This is similar to the optimization we previously saw being applied to collections of numeric values, using whitespace instead of XML markup to make the encoding more efficient. When you have a collection of math types, such as the vector array shown here, both optimizations are combined.

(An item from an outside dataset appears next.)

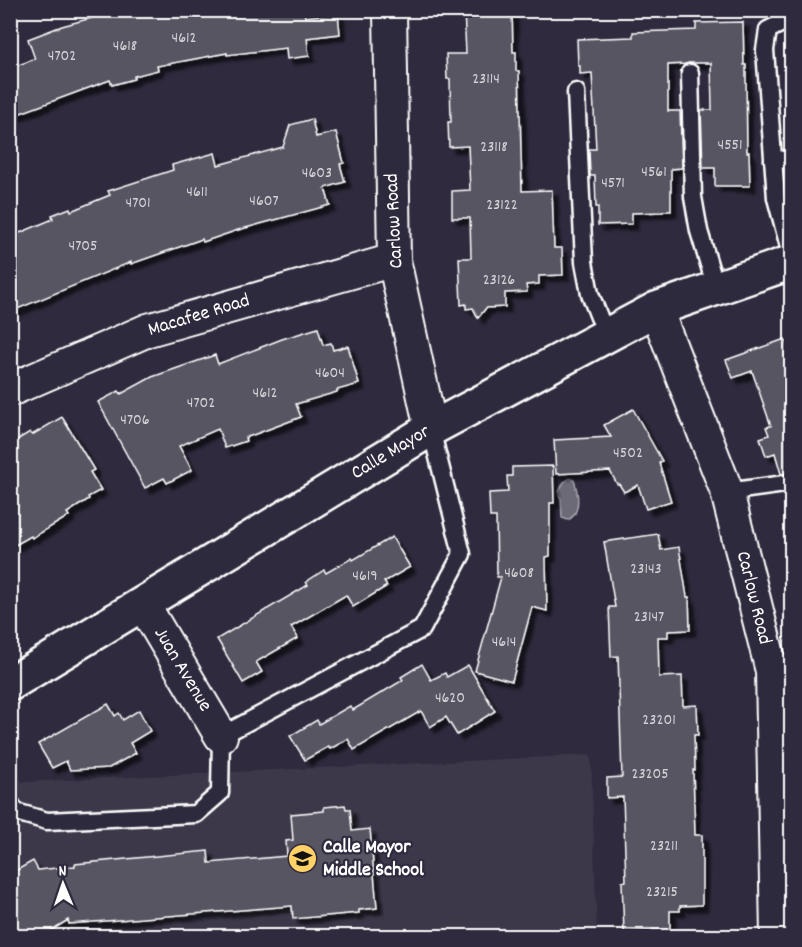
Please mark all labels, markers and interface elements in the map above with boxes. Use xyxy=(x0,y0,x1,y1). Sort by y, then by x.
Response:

Colors are represented in hex format, similar to HTML.

 

Polymorphic Types

One advantage of IntermediateSerializer over XmlSerializer is that it supports arbitrary polymorphic data without requiring all the possible subtypes to be predeclared. Let's look at an example:

    class A
{
public bool Value = true;
}

class B : A { }
class C : A { }

class TestClass
{
public object Hello = "World";
public object Elf = 23;
public A[] PolymorphicArray = { new A(), new B(), new C() };
}

Resulting XML:

    <?xml version="1.0" encoding="utf-8"?>
<XnaContent>
<Asset Type="TestClass">
<Hello Type="string">World</Hello>
<Elf Type="int">23</Elf>
<PolymorphicArray>
<Item>
<Value>true</Value>
</Item>
<Item Type="B">
<Value>true</Value>
</Item>
<Item Type="C">
<Value>true</Value>
</Item>
</PolymorphicArray>
</Asset>
</XnaContent>

XML Type attributes are used to indicate the types of polymorphic data. The Hello and Elf fields need this attribute, because they are declared as type object, but then contain data of a more specialized subtype.

Note how in the PolymorphicArray, the first item (of type A) is not polymorphic, but the second two (of types B and C) are. This is because I declared it as an array of A, so only the items that are subclasses of A require a Type attribute. If I had declared it as an array of object, all three items would require this attribute.

 

Namespaces

If your XML uses a lot of Type attributes, it can get pretty boring having to enter long names like "Microsoft.Xna.Framework.Graphics.Color" over and over again. IntermediateSerializer can cut down this redundancy by using XML namespaces as shortcuts for C# namespaces. You can think of this as an XML equivalent of the C# "using" keyword.

For instance this class:

    namespace This.Is.A.Long.Namespace.For.A.Test
{
class TestHelper
{
public bool Value = true;
}

class TestClass
{
public object A = new TestHelper();
public object B = Vector2.Zero;
public object C = Color.CornflowerBlue;
}
}

Can be serialized like so:

    <?xml version="1.0" encoding="utf-8"?>
<XnaContent xmlns:Test="This.Is.A.Long.Namespace.For.A.Test"
xmlns:Framework="Microsoft.Xna.Framework"
xmlns:Graphics="Microsoft.Xna.Framework.Graphics">
<Asset Type="Test:TestClass">
<A Type="Test:TestHelper">
<Value>true</Value>
</A>
<B Type="Framework:Vector2">0 0</B>
<C Type="Graphics:Color">FF6495ED</C>
</Asset>
</XnaContent>

The three xmlns attributes define namespace shortcuts, after which we can refer to types using the abbreviated syntax "Test:TestHelper", "Framework:Vector2", etc.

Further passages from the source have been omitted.